The experts recruited more than 600 participants from regions of two continents, including two suburban college towns in Arkansas and Michigan. Some of the participants were from Dimen, a village in rural China where residents have little access to Western media.
Listeners from all three regions were presented with the same instrumental songs: 60-second samples of Western and Chinese music. The participants were asked to describe the stories they envisioned during each music sample.
To quantify the similarities in the listeners’ imaginary stories, the researchers used large amounts of natural language data processing.
“Being able to map out these semantic overlaps, using tools from natural language processing, is exciting and very promising for future studies that, like this one, straddle the border between the humanities and the sciences,” said Margulis.

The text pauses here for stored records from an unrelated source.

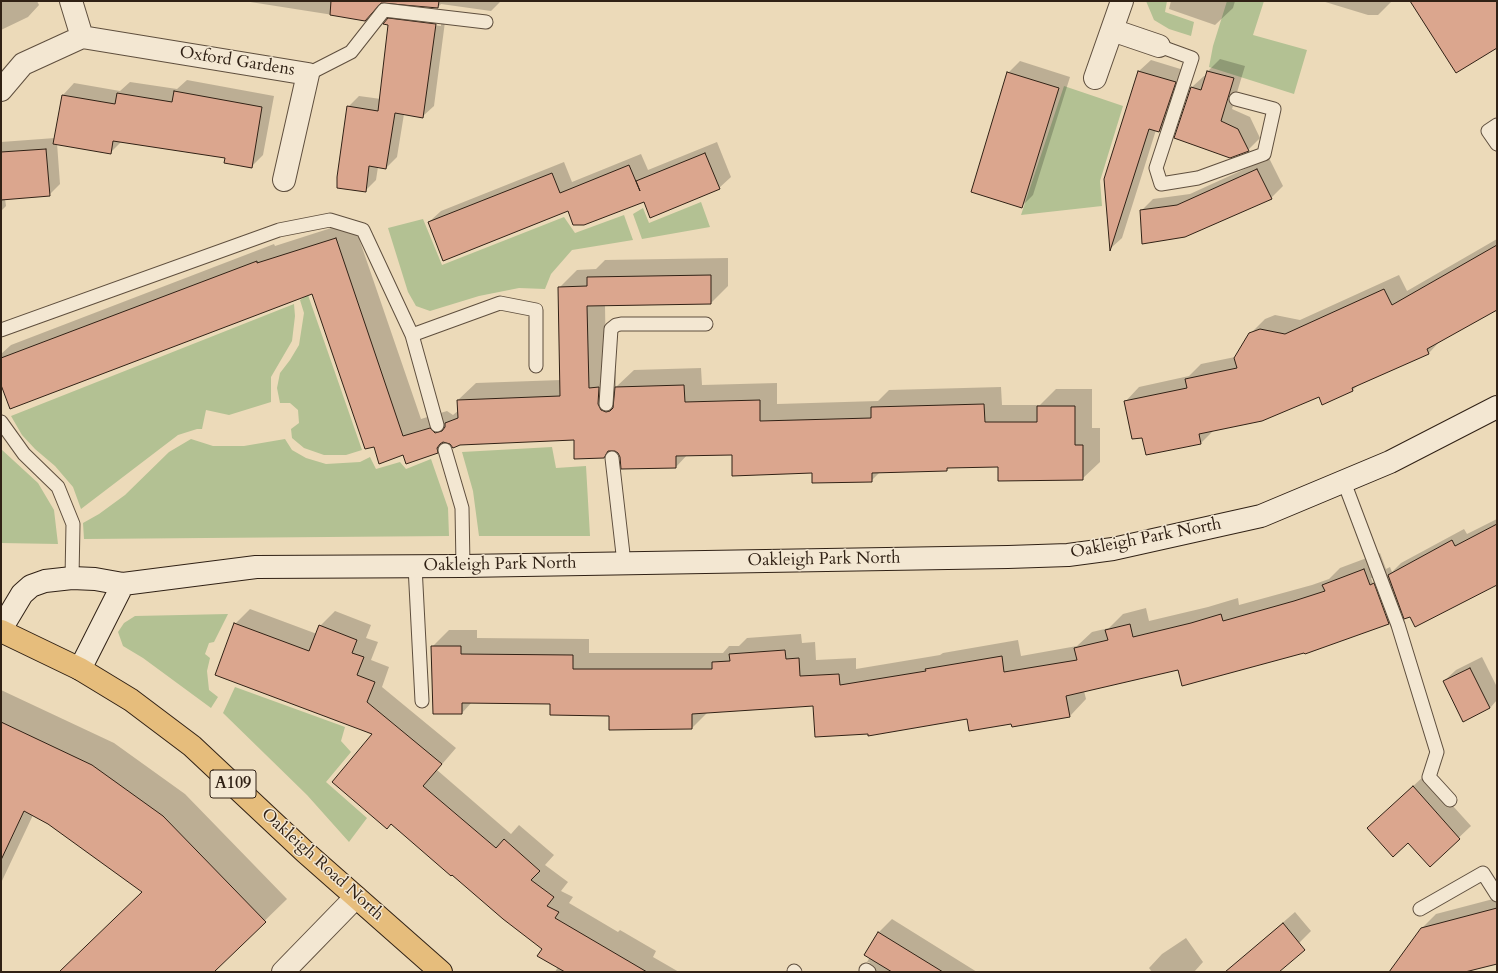 <!DOCTYPE html>
<style>
body{margin:0}
#map{position:relative;width:1498px;height:973px;overflow:hidden;background:#ecdab9;font-family:Cardo,serif}
canvas{display:block}
.frame{position:absolute;inset:0;border:2px solid #302115;pointer-events:none}
</style>
<div id="map">
<canvas width="1498" height="973"></canvas>
<div class="frame"></div>
</div>
<script>
const context = document.querySelector('canvas').getContext('2d');
context.lineJoin = 'round';
function fill(path, color) { context.fillStyle = color; context.fill(path, 'evenodd'); }
const shape = rows => new Path2D(rows.map(r => 'M' + r).join(''));
function stroke(path, color, width, dash) { context.strokeStyle = color; context.lineWidth = width; context.lineCap = dash ? 'butt' : 'round'; context.setLineDash(dash || []); context.stroke(path); }
function write(font, color, halo, rows, align = 'center') {
  context.font = font + ' Cardo,serif'; context.lineWidth = 3; context.setLineDash([]); context.textBaseline = 'middle'; context.strokeStyle = halo; context.fillStyle = color; for (const [text, x, y, turn = 0] of rows) {
    context.save(); context.translate(x, y); context.rotate((+turn || 0) * Math.PI / 180); context.textAlign = isNaN(turn) ? turn : align; if (halo) context.strokeText(text, 0, 0); context.fillText(text, 0, 0); context.restore();
  }
}
const green = shape([
 [1146,1,1167,1,1165,12,1194,22,1191,36,1169,29,1154,20],
 [1227,1,1264,1,1253,35,1307,50,1294,94,1209,67,1213,46],
 [1064,86,1123,106,1100,181,1102,206,1021,215],
 [701,202,710,227,642,239,633,214,643,208,649,223],
 [624,215,633,240,572,250,551,274,545,289,519,288,479,296,430,311,416,306,408,292,388,228,423,219,442,265,564,217,575,233],
 [308,295,362,450,346,455,324,455,304,448,292,438,291,429,299,423,298,410,290,403,280,403,277,388,280,373,290,360,299,345,304,313,300,300],
 [294,304,295,316,292,341,271,377,271,402,229,415,206,410,202,429,197,429,178,435,81,509,73,487,55,466,35,449,22,435,11,416],
 [191,439,213,446,244,446,285,439,292,450,306,458,326,464,360,462,370,457,376,469,400,462,406,469,431,459,448,508,449,536,84,539,83,523,99,514,125,495,169,452],
 [552,447,556,468,586,466,590,536,479,536,473,491,462,452],
 [1,449,38,483,54,510,58,544,1,543],
 [228,614,214,642,209,643,205,654,210,658,207,671,209,690,218,697,211,708,143,658,123,646,118,632,124,623,135,616],
 [235,687,345,727,341,741,351,752,326,782,367,818,349,842,307,795,223,713]
]);
const shadow = shape([
 [1,1,37,1,39,5,28,17,1,30],
 [244,1,501,1,491,11,441,4,438,7,381,2,365,20],
 [1171,1,1235,1,1233,8,1215,25,1169,9],
 [1322,1,1392,1,1378,15,1368,15],
 [399,8,446,14,434,106,423,116,404,114,397,157,386,168,378,167,376,180,365,191,348,107,359,96,381,99,389,24,388,19],
 [398,19,441,24,441,26,398,21],
 [1220,59,1245,66,1232,109,1250,117,1260,138,1248,150,1230,157,1192,87,1204,76,1206,76,1208,71],
 [1151,60,1187,71,1171,120,1159,131,1156,130,1122,238,1111,248,1105,179,1139,71],
 [1020,61,1070,77,1033,195,1022,206,1008,73],
 [187,80,274,96,263,155,251,167,226,157,121,142,110,153,57,143,60,184,49,195,5,199,6,206,1,211,1,142,55,138,63,95,74,83,120,91,130,82,177,89],
 [717,142,731,177,719,188,645,201,568,210,429,222,441,211,564,162,572,182,641,154,648,170],
 [1269,158,1283,186,1271,198,1141,211,1153,199,1190,194],
 [353,221,421,419,447,411,453,415,459,410,458,400,476,383,561,380,559,288,577,270,596,269,605,260,728,258,728,286,711,303,605,305,606,371,616,370,616,387,634,370,701,368,702,385,777,383,777,404,878,401,889,390,1001,387,1002,405,1040,405,1056,389,1092,389,1092,428,1100,428,1100,462,1082,479,999,466,950,467,947,470,880,472,871,481,813,472,733,454,687,455,676,467,621,456,619,452,615,450,611,450,604,457,575,439,447,442,437,452,375,445,313,293,1,383,1,354,11,345,274,244,275,246],
 [1497,239,1497,309,1440,341,1429,353,1358,385,1353,390,1320,396,1214,430,1201,443,1143,436,1125,402,1139,387,1189,376,1201,364,1235,357,1250,334,1265,319,1275,315,1300,320,1399,275,1407,291],
 [1497,519,1497,583,1410,616,1402,610,1389,623,1305,652,1179,669,1084,691,1086,699,1070,716,1012,722,814,705,708,712,692,728,610,715,551,703,472,702,462,713,432,647,449,630,477,630,477,638,589,639,589,653,723,653,729,646,739,646,747,638,801,634,802,643,815,642,816,660,856,658,856,669,940,655,943,653,1018,640,1021,656,1077,646,1092,632,1109,628,1123,614,1146,608,1149,621,1208,607,1238,598,1239,605,1312,585,1329,579,1340,568,1380,553,1386,569,1390,567,1392,572,1401,563,1464,529,1467,534],
 [1371,578,1373,578,1387,616,1385,616],
 [250,609,317,634,320,626,335,611,371,625,366,638,378,642,371,660,389,667,382,687,456,748,437,770,511,834,519,825,554,855,545,865,568,882,561,891,573,897,569,903,618,932,620,930,656,951,653,957,679,972,555,972,558,967,374,734,235,624],
 [1482,657,1497,687,1497,700,1490,708,1444,681,1456,670],
 [1,690,114,743,185,794,287,899,212,972,60,972,144,891,48,823,33,815,1,883],
 [1425,775,1471,826,1430,865,1408,841,1380,817],
 [1497,898,1497,963,1460,972,1391,972,1422,928,1436,914],
 [1295,912,1311,931,1299,943,1265,972,1226,972],
 [892,919,977,972,861,972,870,962,867,962,870,957,865,954,879,932],
 [1186,938,1203,962,1194,972,1152,972,1149,968,1162,954]
]);
const building = shape([
 [331,1,439,1,438,8,381,3,365,21,330,15,331,1],
 [1410,1,1497,1,1497,48,1456,73,1410,1],
 [388,18,436,24,423,118,395,113,386,169,369,166,366,192,337,188,337,177,347,106,378,111,388,25,383,24,388,18],
 [1138,71,1176,82,1159,132,1149,129,1110,251,1104,179,1138,71],
 [1207,71,1234,78,1221,121,1238,129,1249,151,1230,158,1174,138,1191,87,1201,90,1207,71],
 [1007,72,1059,88,1022,208,971,192,1007,72],
 [174,91,262,107,252,168,224,163,225,158,113,141,111,154,53,144,62,95,115,104,117,93,172,102,174,91],
 [46,149,50,196,1,200,1,152,46,149],
 [705,153,720,189,650,218,644,202,584,225,573,225,568,211,443,261,428,222,552,173,560,193,629,165,640,191,636,181,705,153],
 [1257,169,1272,199,1185,237,1142,244,1140,210,1177,205,1257,169],
 [336,238,403,436,430,428,435,433,442,431,445,427,445,423,458,418,457,400,560,396,558,287,587,286,587,277,711,275,711,304,587,306,589,388,599,387,598,404,601,410,606,412,610,411,613,408,615,387,684,385,685,402,760,400,760,421,871,418,871,407,984,404,985,422,1037,422,1037,406,1075,406,1075,445,1083,445,1083,480,998,481,998,467,947,468,947,471,872,473,872,482,812,483,812,473,732,476,732,455,676,456,676,468,621,469,620,457,618,453,615,451,608,451,604,458,574,459,574,440,460,445,453,448,450,444,443,442,440,444,437,448,438,453,406,464,403,455,379,464,374,447,365,449,312,294,10,409,1,385,1,358,257,261,257,263,336,238],
 [1497,245,1497,310,1427,349,1429,354,1352,388,1353,391,1322,405,1319,397,1262,421,1199,434,1201,444,1146,455,1142,438,1132,439,1124,401,1187,388,1185,379,1237,368,1234,358,1249,333,1260,329,1285,334,1384,289,1392,305,1497,245],
 [1497,524,1497,585,1415,627,1410,617,1404,619,1388,575,1452,540,1455,546,1497,524],
 [1364,569,1370,585,1374,583,1389,624,1305,654,1304,653,1182,686,1178,670,1066,696,1070,717,1012,727,1011,724,969,731,967,719,868,736,868,734,815,737,813,706,692,714,692,729,609,730,609,716,550,715,550,704,462,703,462,714,433,714,431,646,461,646,461,654,573,655,573,669,712,669,712,662,730,661,729,654,785,650,786,659,799,658,800,676,839,674,840,685,926,671,925,669,1002,656,1004,672,1077,660,1074,648,1108,640,1105,630,1130,624,1133,637,1191,623,1221,614,1223,621,1294,601,1325,591,1322,585,1364,569],
 [234,623,309,651,319,625,357,640,352,653,364,657,357,675,375,682,367,702,442,764,423,786,496,848,504,839,540,871,531,880,554,897,547,906,559,912,555,918,647,972,565,972,537,956,542,949,503,919,452,875,451,876,391,824,387,829,332,782,372,734,215,675,234,623],
 [1470,668,1490,708,1463,722,1443,681,1470,668],
 [1,722,92,765,163,816,266,922,214,972,59,972,142,892,48,824,24,811,1,860,1,722],
 [1413,786,1460,839,1430,867,1408,843,1393,857,1367,828,1413,786],
 [1497,908,1497,964,1465,972,1389,972,1421,928,1497,908],
 [1283,923,1305,950,1279,972,1225,972,1283,923],
 [878,932,943,972,892,972,864,955,878,932]
]);
const lane = shape([
 [1159,46,1192,58,1156,168,1161,184,1198,178,1264,154,1274,109,1236,99],
 [308,74,351,52,384,10,486,22],
 [1497,125,1488,131,1497,144],
 [1,330,279,230,330,220,363,230,412,335,437,425],
 [412,335,500,303,536,310,536,366],
 [606,404,611,329,616,325,621,324,706,324],
 [1,422,24,454,58,487,73,524,72,578],
 [445,450,462,508,463,566],
 [612,458,624,563],
 [1344,482,1398,625,1437,752,1429,777,1450,800],
 [415,566,422,701],
 [1420,909,1483,873,1497,895],
 [866,970,869,972],
 [794,971,795,972]
]);
const street = shape([
 [71,1,82,37,308,74,284,180],
 [1112,30,1159,46],
 [1095,78,1122,1],
 [1,90,23,64,82,37],
 [283,972,356,897]
]);
const secondary = shape([
 [1,629,22,594,31,586,45,581,72,578,95,579,123,584,256,567,463,566,1008,557,1068,555,1113,549,1261,516,1390,462,1497,407],
 [80,669,123,584]
]);
const primary = shape([
 [1,631,80,669,131,700,192,746,305,852,441,972]
]);
const shields = [
 [233,784,46]
];
const shieldNames = [
 ["A109",233,784]
];
const streetNames = [
 ["Oxford Gardens",237,62,9],
 ["Oakleigh Park North",1146,539,-11],
 ["Oakleigh Park North",824,560,-1],
 ["Oakleigh Park North",500,565,-1],
 ["Oakleigh Road North",322,865,42]
];
fill(green, '#b3c193');
fill(shadow, '#0003');
fill(building, '#dba68e');
stroke(building, '#302115', 1);
stroke(lane, '#5f4f3e', 15);
stroke(street, '#5f4f3e', 24);
stroke(secondary, '#302115', 24);
stroke(primary, '#302115', 24);
stroke(lane, '#f3e7d2', 13);
stroke(street, '#f3e7d2', 22);
stroke(secondary, '#f3e7d2', 22);
stroke(primary, '#e6bd7c', 22);
for (const [x, y, w] of shields) { const box = new Path2D(); box.roundRect(x - w / 2, y - 14, w, 28, 3); context.fillStyle = '#f3e7d2'; context.fill(box); stroke(box, '#302115', 1); }
write('bold 16px', '#302115', null, shieldNames);
write('17px', '#302115', '#f3e7d2', streetNames);
</script>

The results showed that individuals from similar backgrounds imagined strikingly similar stories. The narratives described by Chinese listeners were very different from those described by Americans.
For Americans, one particular musical piece prompted visions of a sunrise over a forest, with waking animals and chirping birds. During the same song, individuals from Dimen shared a vision of a man blowing a leaf on a mountain, singing a song to his beloved.
“It’s amazing,” said study co-author Benjamin Kubit. “You can take two random people who grew up in a similar environment, have them listen to a song they haven’t heard before, ask them to imagine a narrative, and you’ll find similarities.”
“However, if those two people don’t share a culture or geographical location, you won’t see that same kind of similarity in experience. So while we imagine music can bring people together, the opposite can also be true – it can distinguish between sets of people with a different background or culture.”
The music selected for the study had never appeared in a movie or any other setting that would prescribe visuals, explained the researchers. Still yet, within each regional group, hundreds of listeners shared similar visuals.
“It’s stunning to me that some of these visceral, hard-to-articulate, imagined responses we have to music can actually be widely shared,” said Margulis.
“There’s something about that that’s really puzzling and compelling, especially because the way we encounter music in 2022 is often solitary, over headphones. But it turns out, it’s still a shared experience, almost like a shared dream. I find it really surprising and fascinating – with the caveat, of course, that it’s not universally shared, but depends on a common set of cultural experiences.”
The study is published in the journal Proceedings of the National Academy of Sciences.